> **REQUIREMENT**: Exact copy, pictures excluded: output the lines from the opening of the entries through the line bearing "translate:0 -50%; text-align:left".

□ □ □ □ □

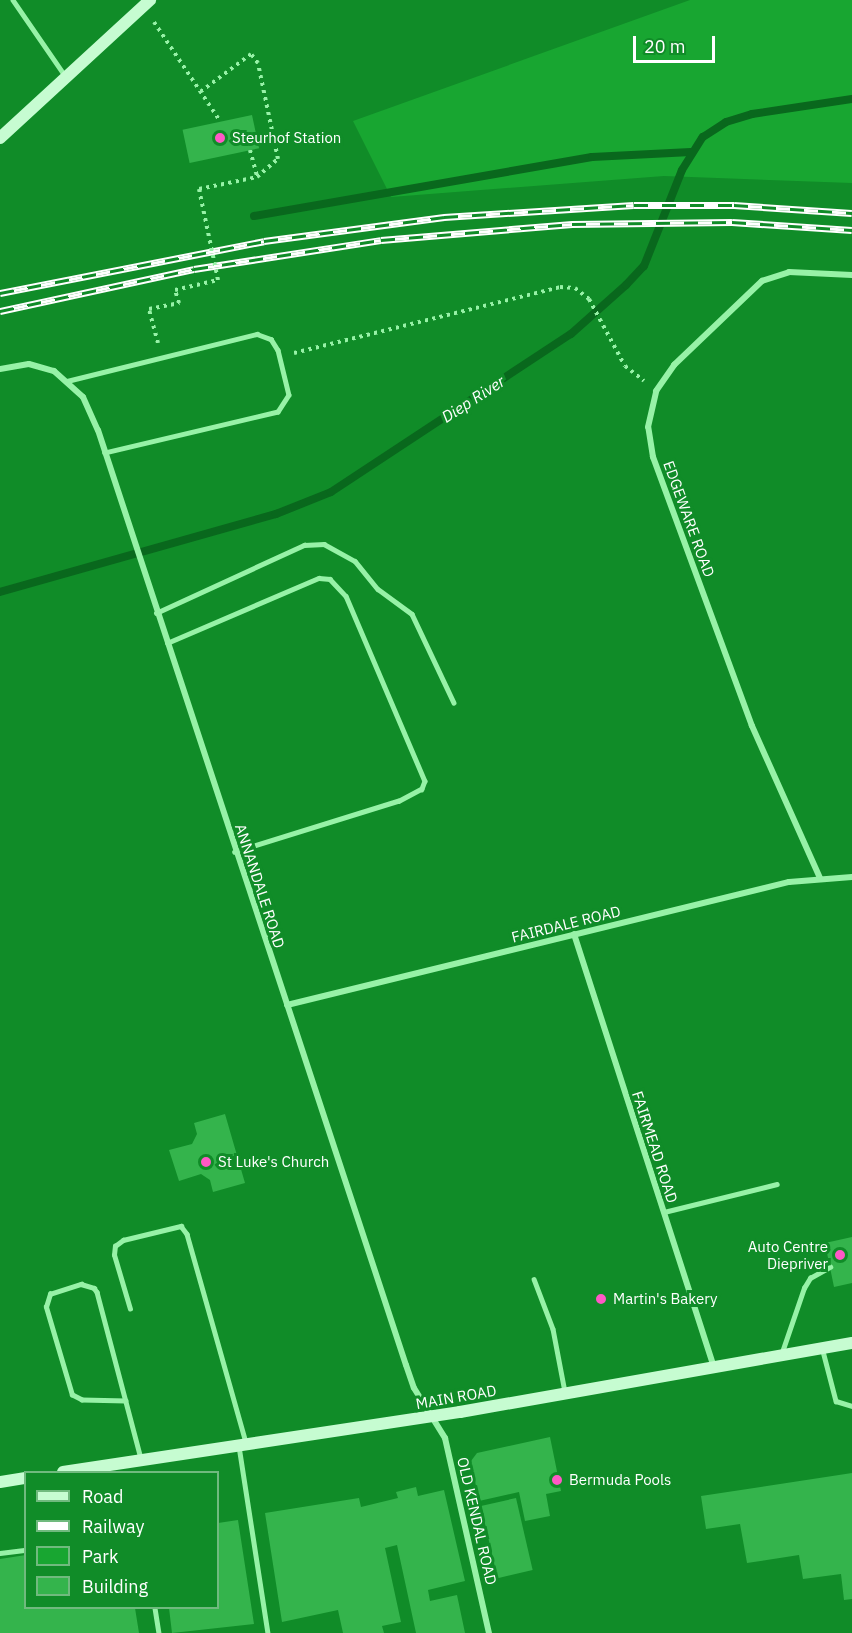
<!DOCTYPE html>
<html>
<head>
<meta charset="utf-8">
<style>
	body { margin:0 }
	#map { position:relative; width:852px; height:1633px; overflow:hidden; background:#108c28; font-family:"IBM Plex Sans",sans-serif }
	div>[style] { position:absolute }
	[style*='--x'] { left:calc(var(--x)*1px); top:calc(var(--y)*1px); width:calc(var(--w)*1px); rotate:calc(var(--a)*1deg) }
	.green>* { inset:0; background:#18a631 }
	.stream>* { height:8px; margin:-4px; padding:0 4px; transform-origin:4px; border-radius:4px; background:#09681d }
	.building>* { inset:0; background:#34b44c; transform-origin:0 0 }
	.path>* { height:4px; margin-top:-2px; transform-origin:0; background:repeating-linear-gradient(90deg,#97f2a7 0 3px,transparent 0 7.5px) }
	.lane>* { height:4.5px; margin:-2.25px; padding:0 2.25px; transform-origin:2.25px; border-radius:2.25px; background:#97f2a7 }
	.street>* { height:6px; margin:-3px; padding:0 3px; transform-origin:3px; border-radius:3px; background:#97f2a7 }
	.secondary>* { height:12px; margin:-6px; padding:0 6px; transform-origin:6px; border-radius:6px; background:#c6fcd1 }
	.rail>* { height:7px; margin-top:-3.5px; transform-origin:0; background:repeating-linear-gradient(90deg,#108c28 0 14px,#fff 0 28px); box-sizing:border-box; border-block:2px solid #fff }
	.path-bridge>* { height:4px; margin-top:-2px; transform-origin:0; background:repeating-linear-gradient(90deg,#97f2a7 0 3px,transparent 0 7.5px) }
	.dots>* { width:16px; height:16px; translate:-50% -50%; box-sizing:border-box; border:3px solid #108c28; border-radius:50% }
	span { translate:-50% -50%; white-space:nowrap; text-align:center; line-height:1.15; -webkit-text-stroke:6px #108c28; paint-order:stroke }
	.poi-label { font-size:15px; color:#fff }
	.left { translate:0 -50%; text-align:left }
	.right { translate:-100% -50%; text-align:right }
	.street-label { font-size:15px; color:#fff }
	.water-label { font-size:16px; color:#fff; font-style:italic }
	.legend { position:absolute; left:24px; top:1471px; width:195px; height:138px; box-sizing:border-box; background:#108c28; border:2px solid #70ba7e; margin:0; padding:8px 10px; list-style:none; font-size:18px; color:#fff }
	.legend li { display:flex; align-items:center; gap:12px; height:30px }
	.legend b { width:30px; border:2px solid #70ba7e }
	.scale { position:absolute; left:633px; top:36px; width:82px; height:27px; box-sizing:border-box; border:3px solid #fff; border-top:0; padding-left:8px; font-size:18px; line-height:21px; white-space:nowrap; color:#fff; -webkit-text-stroke:4px #108c28; paint-order:stroke }
</style>
</head>
<body>
<div id="map">
	<div class="green">
		<div style="clip-path:polygon(690px 0,852px 0,852px 183px,664px 176px,391px 197px,353px 121px)"></div>
	</div>
	<div class="stream">
		<div style="--x:254;--y:216;--w:343;--a:-9.9"></div>
		<div style="--x:592;--y:157;--w:99;--a:-2.9"></div>
		<div style="--x:0;--y:592;--w:287;--a:-15.8"></div>
		<div style="--x:276;--y:514;--w:59;--a:-21.8"></div>
		<div style="--x:331;--y:492;--w:287;--a:-33.4"></div>
		<div style="--x:571;--y:334;--w:74;--a:-41.7"></div>
		<div style="--x:626;--y:285;--w:26;--a:-47"></div>
		<div style="--x:644;--y:266;--w:103;--a:-68.4"></div>
		<div style="--x:682;--y:170;--w:39;--a:-58"></div>
		<div style="--x:703;--y:137;--w:27;--a:-33"></div>
		<div style="--x:726;--y:122;--w:27;--a:-17"></div>
		<div style="--x:752;--y:114;--w:101;--a:-8.5"></div>
	</div>
	<div class="building">
		<div style="left:252px;top:115px;width:34px;height:71px;rotate:78deg"></div>
		<div style="clip-path:polygon(225px 1114px,245px 1183px,213px 1192px,210px 1180px,201px 1174px,179px 1181px,169px 1150px,192px 1144px,197px 1134px,194px 1123px)"></div>
		<div style="clip-path:polygon(852px 1237px,852px 1283px,834px 1287px,825px 1243px)"></div>
		<div style="clip-path:polygon(550px 1437px,561px 1491px,546px 1494px,550px 1516px,525px 1521px,519px 1492px,479px 1501px,471px 1461px,477px 1453px)"></div>
		<div style="clip-path:polygon(852px 1473px,852px 1599px,844px 1600px,841px 1574px,803px 1579px,799px 1555px,747px 1563px,740px 1524px,706px 1529px,701px 1496px)"></div>
		<div style="clip-path:polygon(416px 1487px,418px 1496px,444px 1490px,465px 1581px,428px 1590px,430px 1601px,457px 1595px,465px 1633px,416px 1633px,397px 1545px,385px 1548px,401px 1622px,382px 1626px,384px 1633px,343px 1633px,338px 1610px,282px 1622px,265px 1513px,359px 1498px,361px 1507px,398px 1498px,396px 1492px)"></div>
		<div style="left:516px;top:1498px;width:74px;height:36px;rotate:77deg"></div>
		<div style="clip-path:polygon(238px 1520px,254px 1624px,172px 1633px,169px 1608px,218px 1608px,218px 1523px)"></div>
		<div style="clip-path:polygon(26px 1555px,26px 1608px,135px 1608px,139px 1633px,0 1633px,0 1559px)"></div>
	</div>
	<div class="path">
		<div style="--x:154;--y:22;--w:119;--a:56.3"></div>
		<div style="--x:250;--y:150;--w:28;--a:75"></div>
		<div style="--x:199;--y:189;--w:59;--a:-11.7"></div>
		<div style="--x:257;--y:177;--w:28;--a:-41"></div>
		<div style="--x:278;--y:159;--w:98;--a:-101.8"></div>
		<div style="--x:258;--y:63;--w:11;--a:-128"></div>
		<div style="--x:251;--y:54;--w:64;--a:143.3"></div>
		<div style="--x:158;--y:343;--w:35;--a:-105"></div>
		<div style="--x:149;--y:309;--w:31;--a:-11"></div>
		<div style="--x:179;--y:303;--w:14;--a:-107"></div>
		<div style="--x:175;--y:290;--w:44;--a:-13.1"></div>
		<div style="--x:294;--y:353;--w:274;--a:-13.9"></div>
		<div style="--x:560;--y:287;--w:15;--a:4"></div>
		<div style="--x:575;--y:288;--w:18;--a:38"></div>
		<div style="--x:589;--y:299;--w:76;--a:61.8"></div>
		<div style="--x:625;--y:366;--w:24;--a:38"></div>
	</div>
	<div class="lane">
		<div style="--x:13;--y:0;--w:93;--a:55.5"></div>
		<div style="--x:67;--y:381;--w:196;--a:-13.9"></div>
		<div style="--x:257;--y:334;--w:15;--a:20"></div>
		<div style="--x:271;--y:339;--w:13;--a:58"></div>
		<div style="--x:278;--y:350;--w:46;--a:76.3"></div>
		<div style="--x:289;--y:395;--w:20;--a:123"></div>
		<div style="--x:278;--y:412;--w:178;--a:166.7"></div>
		<div style="--x:156;--y:613;--w:163;--a:-24.7"></div>
		<div style="--x:304;--y:545;--w:20;--a:-3"></div>
		<div style="--x:324;--y:544;--w:35;--a:29"></div>
		<div style="--x:355;--y:561;--w:36;--a:51"></div>
		<div style="--x:378;--y:589;--w:42;--a:36.3"></div>
		<div style="--x:412;--y:614;--w:98;--a:64.7"></div>
		<div style="--x:167;--y:643;--w:165;--a:-23.2"></div>
		<div style="--x:319;--y:578;--w:11;--a:5"></div>
		<div style="--x:330;--y:579;--w:23;--a:47"></div>
		<div style="--x:346;--y:596;--w:201;--a:66.9"></div>
		<div style="--x:425;--y:781;--w:9;--a:111"></div>
		<div style="--x:422;--y:789;--w:26;--a:152"></div>
		<div style="--x:399;--y:801;--w:172;--a:162.7"></div>
		<div style="--x:664;--y:1212;--w:116;--a:-13.9"></div>
		<div style="--x:534;--y:1279;--w:53;--a:69.2"></div>
		<div style="--x:553;--y:1329;--w:64;--a:79.2"></div>
		<div style="--x:130;--y:1309;--w:56;--a:-106.5"></div>
		<div style="--x:114;--y:1255;--w:9;--a:-84"></div>
		<div style="--x:115;--y:1246;--w:10;--a:-37"></div>
		<div style="--x:123;--y:1240;--w:60;--a:-13.6"></div>
		<div style="--x:181;--y:1226;--w:10;--a:53"></div>
		<div style="--x:187;--y:1234;--w:217;--a:74.2"></div>
		<div style="--x:823;--y:1351;--w:52;--a:75.4"></div>
		<div style="--x:836;--y:1401;--w:17;--a:17"></div>
		<div style="--x:781;--y:1355;--w:71;--a:-71.1"></div>
		<div style="--x:804;--y:1288;--w:12;--a:-59"></div>
		<div style="--x:810;--y:1278;--w:23;--a:-29"></div>
		<div style="--x:126;--y:1401;--w:44;--a:-178.7"></div>
		<div style="--x:82;--y:1400;--w:11;--a:-153"></div>
		<div style="--x:72;--y:1395;--w:92;--a:-106.5"></div>
		<div style="--x:46;--y:1307;--w:14;--a:-73"></div>
		<div style="--x:50;--y:1294;--w:33;--a:-18"></div>
		<div style="--x:81;--y:1284;--w:14;--a:17"></div>
		<div style="--x:94;--y:1288;--w:5;--a:53"></div>
		<div style="--x:97;--y:1292;--w:172;--a:75.2"></div>
		<div style="--x:239;--y:1446;--w:189;--a:81.2"></div>
		<div style="--x:0;--y:1553;--w:26;--a:-7"></div>
		<div style="--x:155;--y:1608;--w:25;--a:81"></div>
	</div>
	<div class="street">
		<div style="--x:0;--y:369;--w:29;--a:-10"></div>
		<div style="--x:29;--y:364;--w:26;--a:16"></div>
		<div style="--x:54;--y:371;--w:39;--a:42"></div>
		<div style="--x:83;--y:397;--w:36;--a:66"></div>
		<div style="--x:98;--y:430;--w:984;--a:71.77"></div>
		<div style="--x:406;--y:1365;--w:24;--a:71"></div>
		<div style="--x:414;--y:1388;--w:59;--a:58.2"></div>
		<div style="--x:445;--y:1438;--w:200;--a:77.3"></div>
		<div style="--x:820;--y:878;--w:167;--a:-114.1"></div>
		<div style="--x:752;--y:726;--w:287;--a:-110.2"></div>
		<div style="--x:653;--y:457;--w:30;--a:-99"></div>
		<div style="--x:648;--y:427;--w:37;--a:-77"></div>
		<div style="--x:656;--y:391;--w:32;--a:-55"></div>
		<div style="--x:674;--y:365;--w:122;--a:-43.7"></div>
		<div style="--x:762;--y:281;--w:28;--a:-18"></div>
		<div style="--x:789;--y:272;--w:63;--a:2.7"></div>
		<div style="--x:574;--y:934;--w:455;--a:72.1"></div>
		<div style="--x:287;--y:1005;--w:517;--a:-13.77"></div>
		<div style="--x:789;--y:882;--w:63;--a:-4.5"></div>
	</div>
	<div class="secondary">
		<div style="--x:0;--y:138;--w:204;--a:-42.6"></div>
		<div style="--x:63;--y:1472;--w:402;--a:-8.6"></div>
		<div style="--x:460;--y:1412;--w:398;--a:-10"></div>
		<div style="--x:0;--y:1482;--w:26;--a:-9"></div>
	</div>
	<div class="rail">
		<div style="--x:0;--y:293;--w:269;--a:-11.1"></div>
		<div style="--x:264;--y:241;--w:182;--a:-7.6"></div>
		<div style="--x:444;--y:217;--w:190;--a:-3.6"></div>
		<div style="--x:634;--y:205;--w:100;--a:0"></div>
		<div style="--x:734;--y:205;--w:118;--a:3.9"></div>
		<div style="--x:0;--y:311;--w:198;--a:-12.2"></div>
		<div style="--x:194;--y:269;--w:189;--a:-8.8"></div>
		<div style="--x:381;--y:240;--w:192;--a:-4.8"></div>
		<div style="--x:572;--y:224;--w:160;--a:-0.7"></div>
		<div style="--x:732;--y:222;--w:120;--a:3.8"></div>
	</div>
	<div class="path-bridge">
		<div style="--x:199;--y:189;--w:93;--a:78.2"></div>
	</div>
	<div class="dots">
		<div style="left:220px;top:138px;background:#ff58c6"></div>
		<div style="left:206px;top:1162px;background:#ff58c6"></div>
		<div style="left:840px;top:1255px;background:#ff58c6"></div>
		<div style="left:601px;top:1299px;background:#ff58c6"></div>
		<div style="left:557px;top:1480px;background:#ff58c6"></div>
	</div>
	<div class="poi-label">
		<span class="left" style="left:232px;top:138px">Steurhof Station</span>
		<span class="left" style="left:218px;top:1162px">St Luke's Church</span>
		<span class="right" style="left:828px;top:1255px">Auto Centre<br>Diepriver</span>
		<span class="left" style="left:613px;top:1299px">Martin's Bakery</span>
		<span class="left" style="left:569px;top:1480px">Bermuda Pools</span>
	</div>
	<div class="street-label">
		<span style="left:689px;top:519px;rotate:70deg">EDGEWARE ROAD</span>
		<span style="left:260px;top:886px;rotate:72deg">ANNANDALE ROAD</span>
		<span style="left:566px;top:924px;rotate:-14deg">FAIRDALE ROAD</span>
		<span style="left:655px;top:1147px;rotate:72deg">FAIRMEAD ROAD</span>
		<span style="left:456px;top:1397px;rotate:-10deg">MAIN ROAD</span>
		<span style="left:477px;top:1521px;rotate:77deg">OLD KENDAL ROAD</span>
	</div>
	<div class="water-label">
		<span style="left:473px;top:399px;rotate:-33deg">Diep River</span>
	</div>
	<ul class="legend">
	<li><b style="height:8px;background:#c6fcd1"></b>Road</li>
	<li><b style="height:8px;background:#fff"></b>Railway</li>
	<li><b style="height:16px;background:#18a631"></b>Park</li>
	<li><b style="height:16px;background:#34b44c"></b>Building</li>
	</ul>
	<div class="scale">20 m</div>
</div>
</body>
</html>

□ □ □ □ □

> **RESPONSE AREA**:
<!DOCTYPE html>
<html>
<head>
<meta charset="utf-8">
<style>
	body { margin:0 }
	#map { position:relative; width:852px; height:1633px; overflow:hidden; background:#108c28; font-family:"IBM Plex Sans",sans-serif }
	div>[style] { position:absolute }
	[style*='--x'] { left:calc(var(--x)*1px); top:calc(var(--y)*1px); width:calc(var(--w)*1px); rotate:calc(var(--a)*1deg) }
	.green>* { inset:0; background:#18a631 }
	.stream>* { height:8px; margin:-4px; padding:0 4px; transform-origin:4px; border-radius:4px; background:#09681d }
	.building>* { inset:0; background:#34b44c; transform-origin:0 0 }
	.path>* { height:4px; margin-top:-2px; transform-origin:0; background:repeating-linear-gradient(90deg,#97f2a7 0 3px,transparent 0 7.5px) }
	.lane>* { height:4.5px; margin:-2.25px; padding:0 2.25px; transform-origin:2.25px; border-radius:2.25px; background:#97f2a7 }
	.street>* { height:6px; margin:-3px; padding:0 3px; transform-origin:3px; border-radius:3px; background:#97f2a7 }
	.secondary>* { height:12px; margin:-6px; padding:0 6px; transform-origin:6px; border-radius:6px; background:#c6fcd1 }
	.rail>* { height:7px; margin-top:-3.5px; transform-origin:0; background:repeating-linear-gradient(90deg,#108c28 0 14px,#fff 0 28px); box-sizing:border-box; border-block:2px solid #fff }
	.path-bridge>* { height:4px; margin-top:-2px; transform-origin:0; background:repeating-linear-gradient(90deg,#97f2a7 0 3px,transparent 0 7.5px) }
	.dots>* { width:16px; height:16px; translate:-50% -50%; box-sizing:border-box; border:3px solid #108c28; border-radius:50% }
	span { translate:-50% -50%; white-space:nowrap; text-align:center; line-height:1.15; -webkit-text-stroke:6px #108c28; paint-order:stroke }
	.poi-label { font-size:15px; color:#fff }
	.left { translate:0 -50%; text-align:left }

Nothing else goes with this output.